• _What to produce_
The lines to copy are those in the records below that hold the word "Keep".

• _Records to process_
——

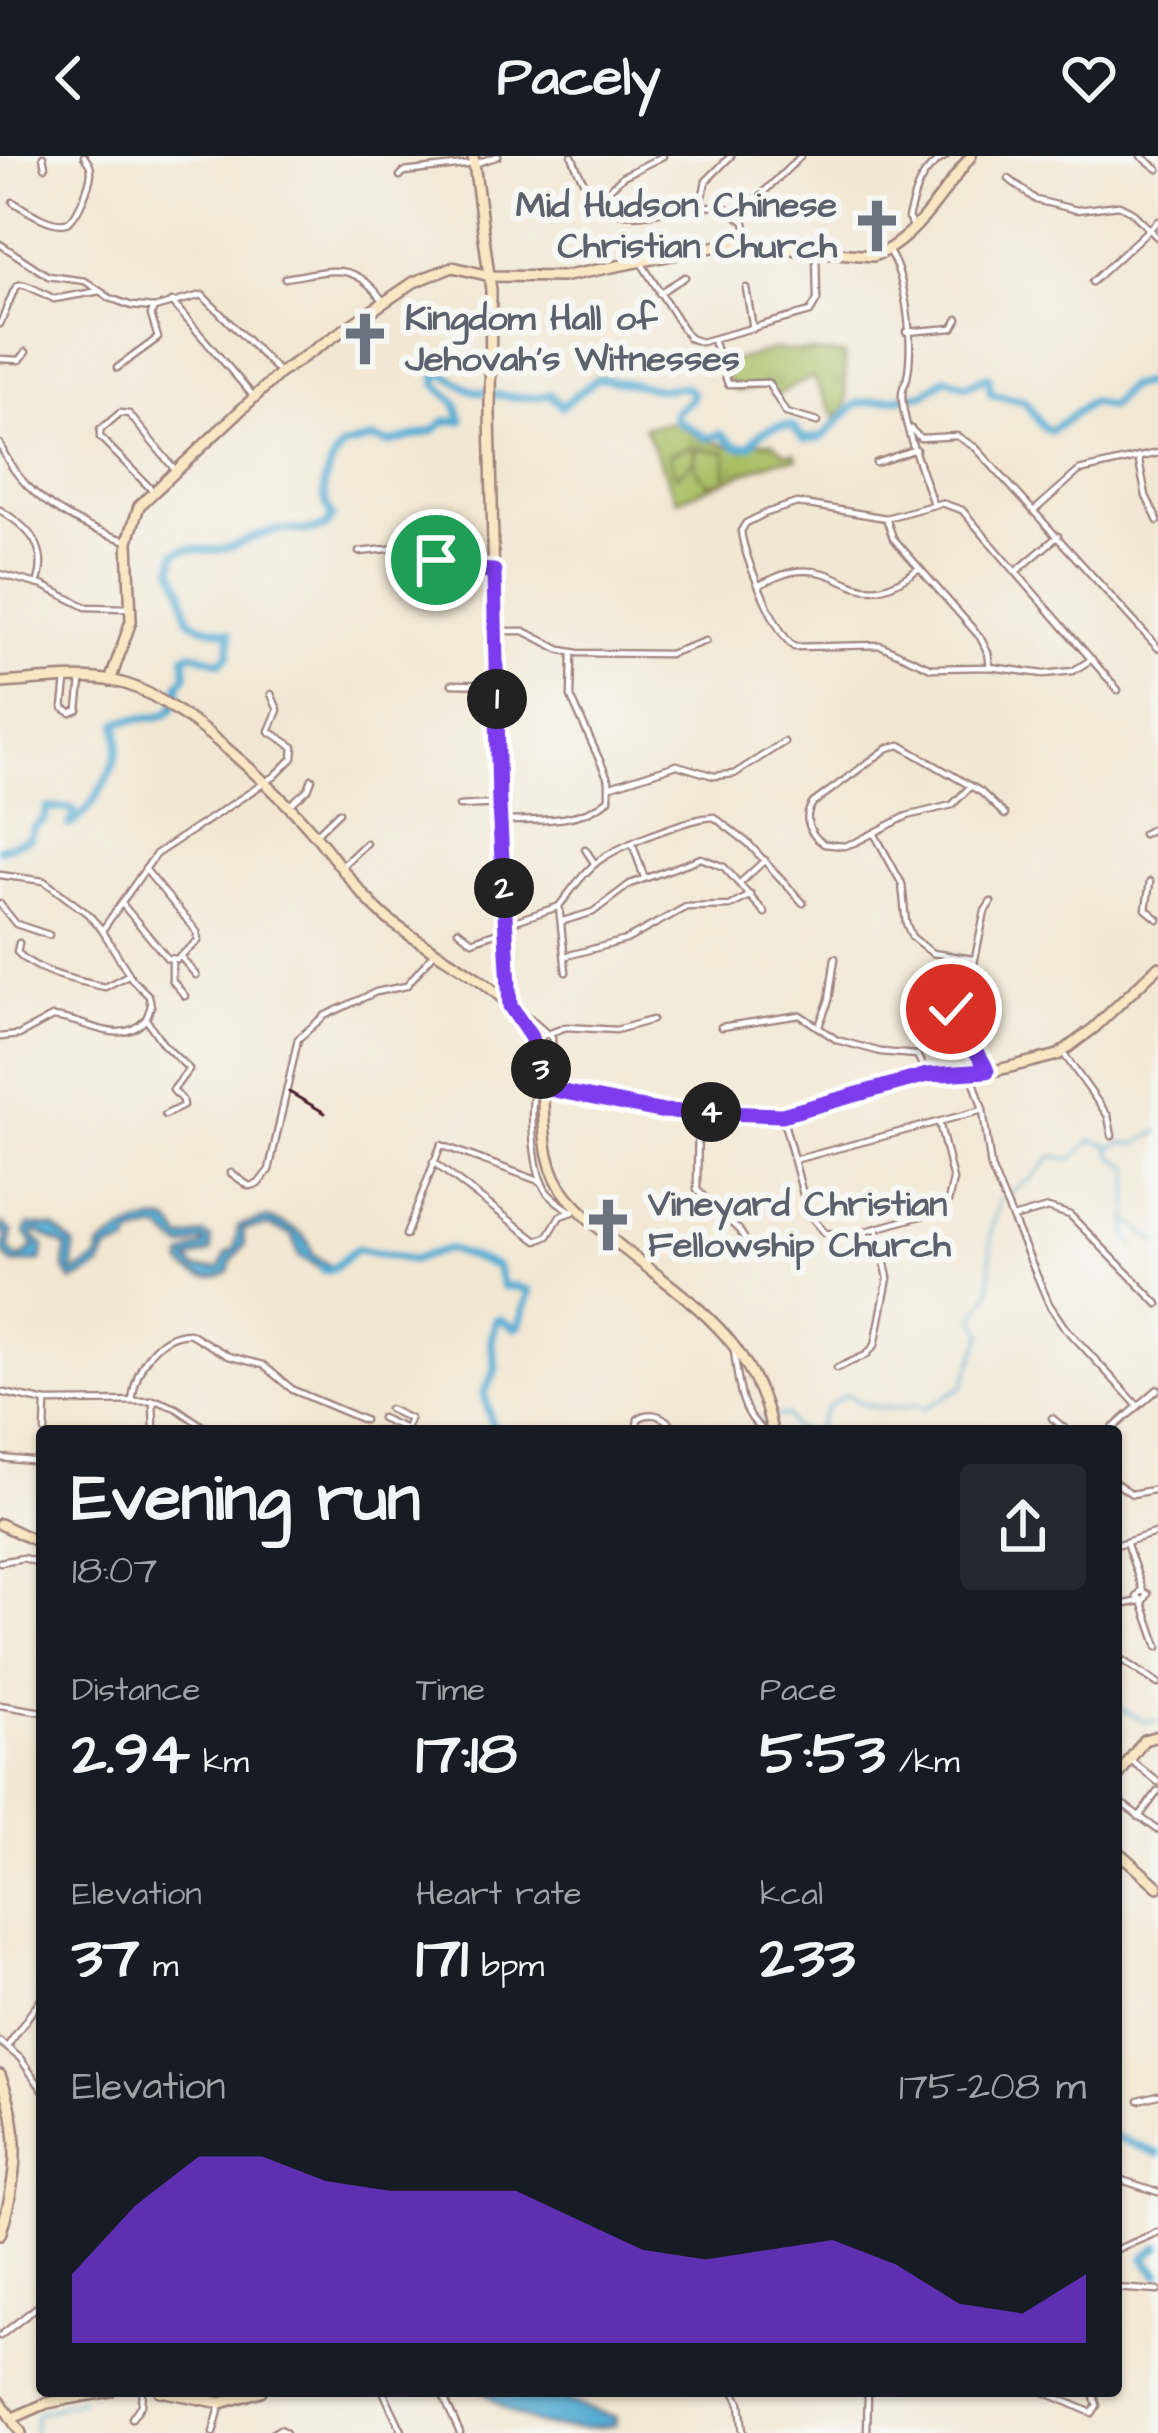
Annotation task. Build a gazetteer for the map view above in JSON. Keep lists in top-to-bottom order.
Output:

——

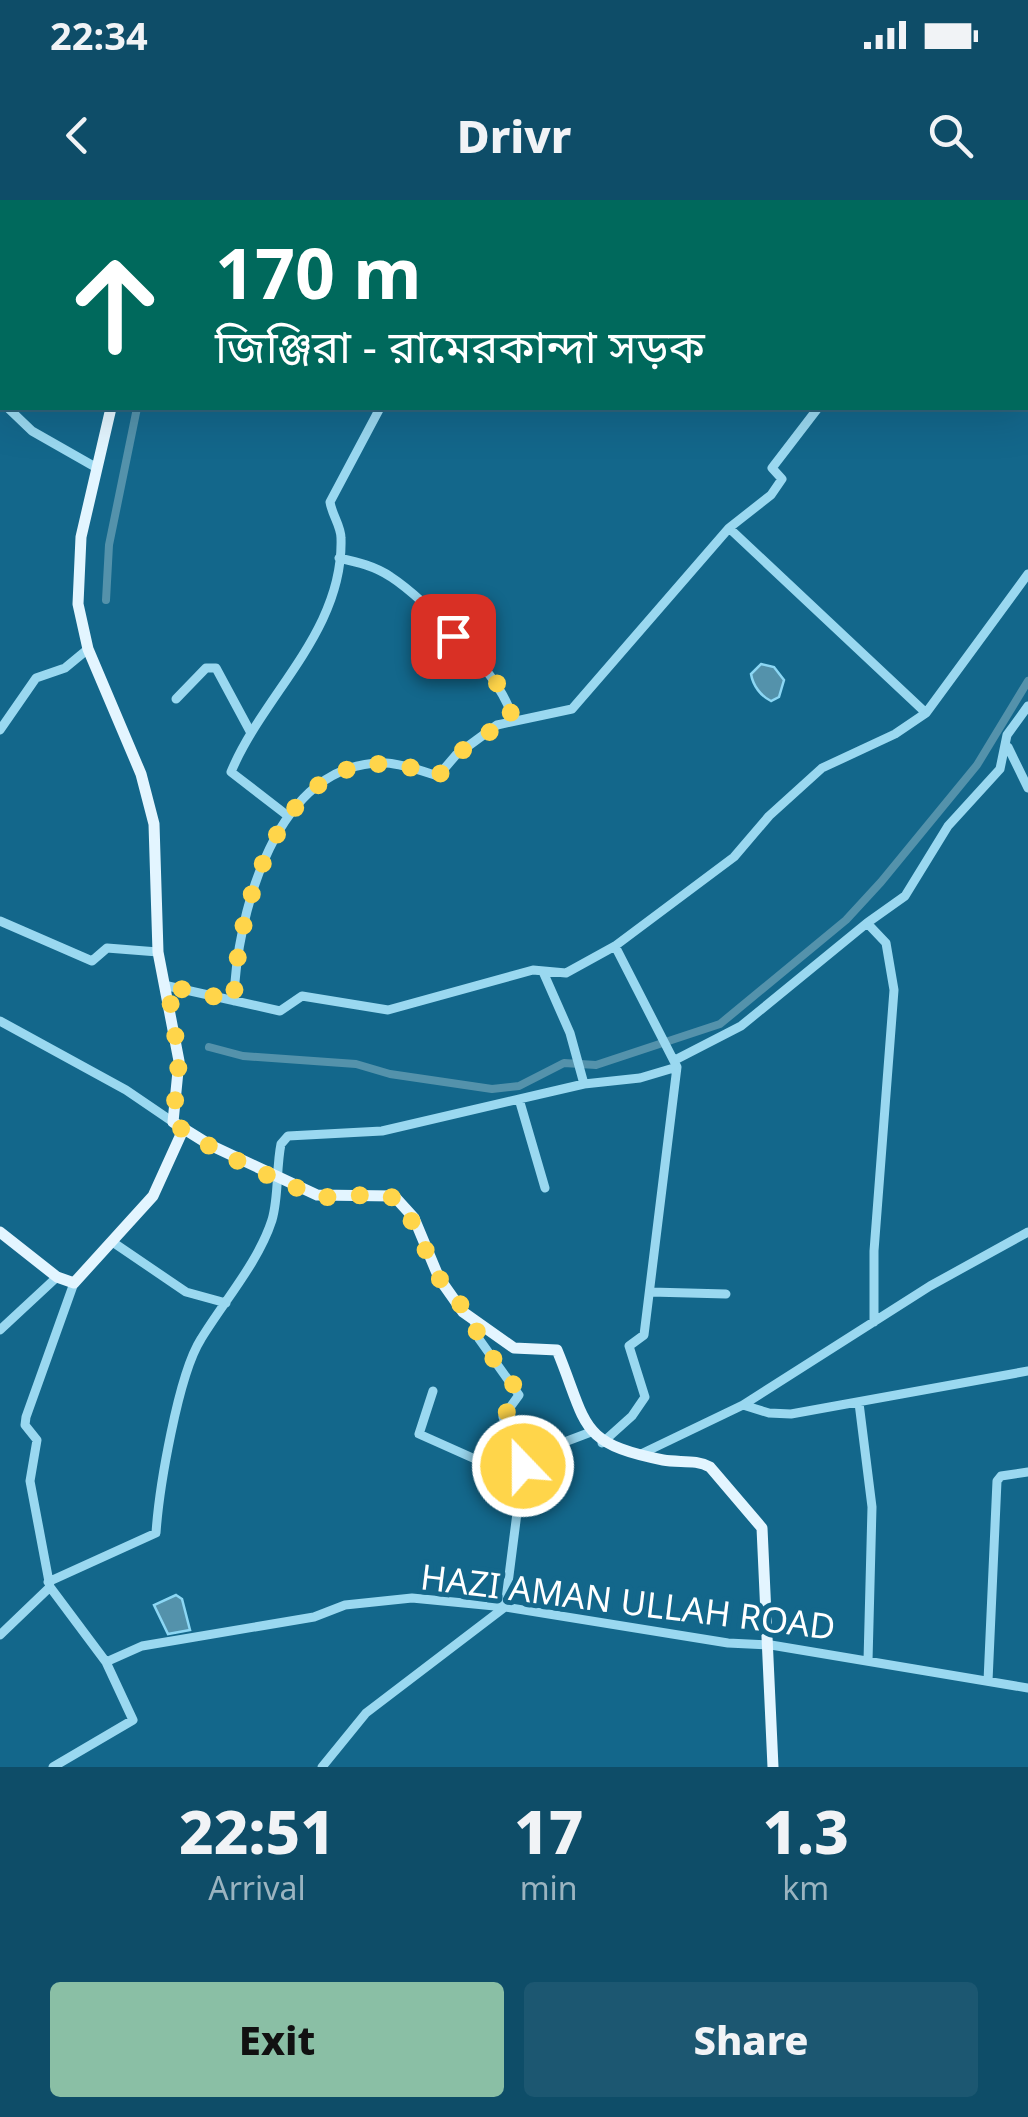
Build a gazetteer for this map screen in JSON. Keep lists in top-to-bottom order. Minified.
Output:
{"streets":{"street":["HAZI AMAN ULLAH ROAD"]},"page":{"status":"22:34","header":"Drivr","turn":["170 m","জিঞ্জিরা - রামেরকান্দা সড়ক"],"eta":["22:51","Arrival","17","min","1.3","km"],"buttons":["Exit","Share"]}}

——

• _Written answer_
Annotation task. Build a gazetteer for the map view above in JSON. Keep lists in top-to-bottom order.
Build a gazetteer for this map screen in JSON. Keep lists in top-to-bottom order. Minified.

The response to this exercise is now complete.